Stored data entries:
--

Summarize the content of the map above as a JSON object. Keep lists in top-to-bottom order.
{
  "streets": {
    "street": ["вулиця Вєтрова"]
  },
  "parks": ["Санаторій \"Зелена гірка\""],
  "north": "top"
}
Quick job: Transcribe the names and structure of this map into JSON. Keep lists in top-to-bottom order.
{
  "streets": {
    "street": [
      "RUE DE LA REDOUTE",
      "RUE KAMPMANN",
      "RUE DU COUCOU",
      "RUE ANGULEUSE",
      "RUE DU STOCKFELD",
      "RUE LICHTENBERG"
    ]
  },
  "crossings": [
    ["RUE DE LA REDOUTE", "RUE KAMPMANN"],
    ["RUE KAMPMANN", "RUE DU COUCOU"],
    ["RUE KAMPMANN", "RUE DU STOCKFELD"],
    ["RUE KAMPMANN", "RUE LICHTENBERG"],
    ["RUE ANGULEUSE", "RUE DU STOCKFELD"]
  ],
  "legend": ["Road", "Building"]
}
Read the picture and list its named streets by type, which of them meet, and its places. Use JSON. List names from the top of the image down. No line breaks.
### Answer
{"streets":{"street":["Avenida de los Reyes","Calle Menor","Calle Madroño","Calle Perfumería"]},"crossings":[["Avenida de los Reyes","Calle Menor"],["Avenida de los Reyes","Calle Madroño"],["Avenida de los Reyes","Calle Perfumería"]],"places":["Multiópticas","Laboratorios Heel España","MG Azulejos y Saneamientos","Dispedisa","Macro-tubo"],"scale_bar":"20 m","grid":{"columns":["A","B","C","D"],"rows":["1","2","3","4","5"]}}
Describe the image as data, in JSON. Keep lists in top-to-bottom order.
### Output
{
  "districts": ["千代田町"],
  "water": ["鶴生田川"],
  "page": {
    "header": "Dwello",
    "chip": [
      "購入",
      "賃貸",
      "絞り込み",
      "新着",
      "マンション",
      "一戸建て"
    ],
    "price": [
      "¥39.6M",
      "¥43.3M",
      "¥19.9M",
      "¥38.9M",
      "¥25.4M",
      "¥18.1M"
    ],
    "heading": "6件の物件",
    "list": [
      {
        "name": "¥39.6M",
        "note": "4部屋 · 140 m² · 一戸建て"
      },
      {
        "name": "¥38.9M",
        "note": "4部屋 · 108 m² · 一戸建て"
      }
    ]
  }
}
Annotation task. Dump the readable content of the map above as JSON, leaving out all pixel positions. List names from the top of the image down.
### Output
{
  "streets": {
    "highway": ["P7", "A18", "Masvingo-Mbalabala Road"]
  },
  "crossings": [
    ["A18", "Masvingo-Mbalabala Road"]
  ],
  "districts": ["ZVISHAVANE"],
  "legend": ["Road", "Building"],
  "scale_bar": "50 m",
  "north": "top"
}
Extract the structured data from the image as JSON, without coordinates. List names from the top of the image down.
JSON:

--

* **Task statement**: Your answer must be an exact transcription of every record above.

* **Response**:
Summarize the content of the map above as a JSON object. Keep lists in top-to-bottom order.
{
  "streets": {
    "street": ["вулиця Вєтрова"]
  },
  "parks": ["Санаторій \"Зелена гірка\""],
  "north": "top"
}
Quick job: Transcribe the names and structure of this map into JSON. Keep lists in top-to-bottom order.
{
  "streets": {
    "street": [
      "RUE DE LA REDOUTE",
      "RUE KAMPMANN",
      "RUE DU COUCOU",
      "RUE ANGULEUSE",
      "RUE DU STOCKFELD",
      "RUE LICHTENBERG"
    ]
  },
  "crossings": [
    ["RUE DE LA REDOUTE", "RUE KAMPMANN"],
    ["RUE KAMPMANN", "RUE DU COUCOU"],
    ["RUE KAMPMANN", "RUE DU STOCKFELD"],
    ["RUE KAMPMANN", "RUE LICHTENBERG"],
    ["RUE ANGULEUSE", "RUE DU STOCKFELD"]
  ],
  "legend": ["Road", "Building"]
}
Read the picture and list its named streets by type, which of them meet, and its places. Use JSON. List names from the top of the image down. No line breaks.
### Answer
{"streets":{"street":["Avenida de los Reyes","Calle Menor","Calle Madroño","Calle Perfumería"]},"crossings":[["Avenida de los Reyes","Calle Menor"],["Avenida de los Reyes","Calle Madroño"],["Avenida de los Reyes","Calle Perfumería"]],"places":["Multiópticas","Laboratorios Heel España","MG Azulejos y Saneamientos","Dispedisa","Macro-tubo"],"scale_bar":"20 m","grid":{"columns":["A","B","C","D"],"rows":["1","2","3","4","5"]}}
Describe the image as data, in JSON. Keep lists in top-to-bottom order.
### Output
{
  "districts": ["千代田町"],
  "water": ["鶴生田川"],
  "page": {
    "header": "Dwello",
    "chip": [
      "購入",
      "賃貸",
      "絞り込み",
      "新着",
      "マンション",
      "一戸建て"
    ],
    "price": [
      "¥39.6M",
      "¥43.3M",
      "¥19.9M",
      "¥38.9M",
      "¥25.4M",
      "¥18.1M"
    ],
    "heading": "6件の物件",
    "list": [
      {
        "name": "¥39.6M",
        "note": "4部屋 · 140 m² · 一戸建て"
      },
      {
        "name": "¥38.9M",
        "note": "4部屋 · 108 m² · 一戸建て"
      }
    ]
  }
}
Annotation task. Dump the readable content of the map above as JSON, leaving out all pixel positions. List names from the top of the image down.
### Output
{
  "streets": {
    "highway": ["P7", "A18", "Masvingo-Mbalabala Road"]
  },
  "crossings": [
    ["A18", "Masvingo-Mbalabala Road"]
  ],
  "districts": ["ZVISHAVANE"],
  "legend": ["Road", "Building"],
  "scale_bar": "50 m",
  "north": "top"
}
Extract the structured data from the image as JSON, without coordinates. List names from the top of the image down.
JSON:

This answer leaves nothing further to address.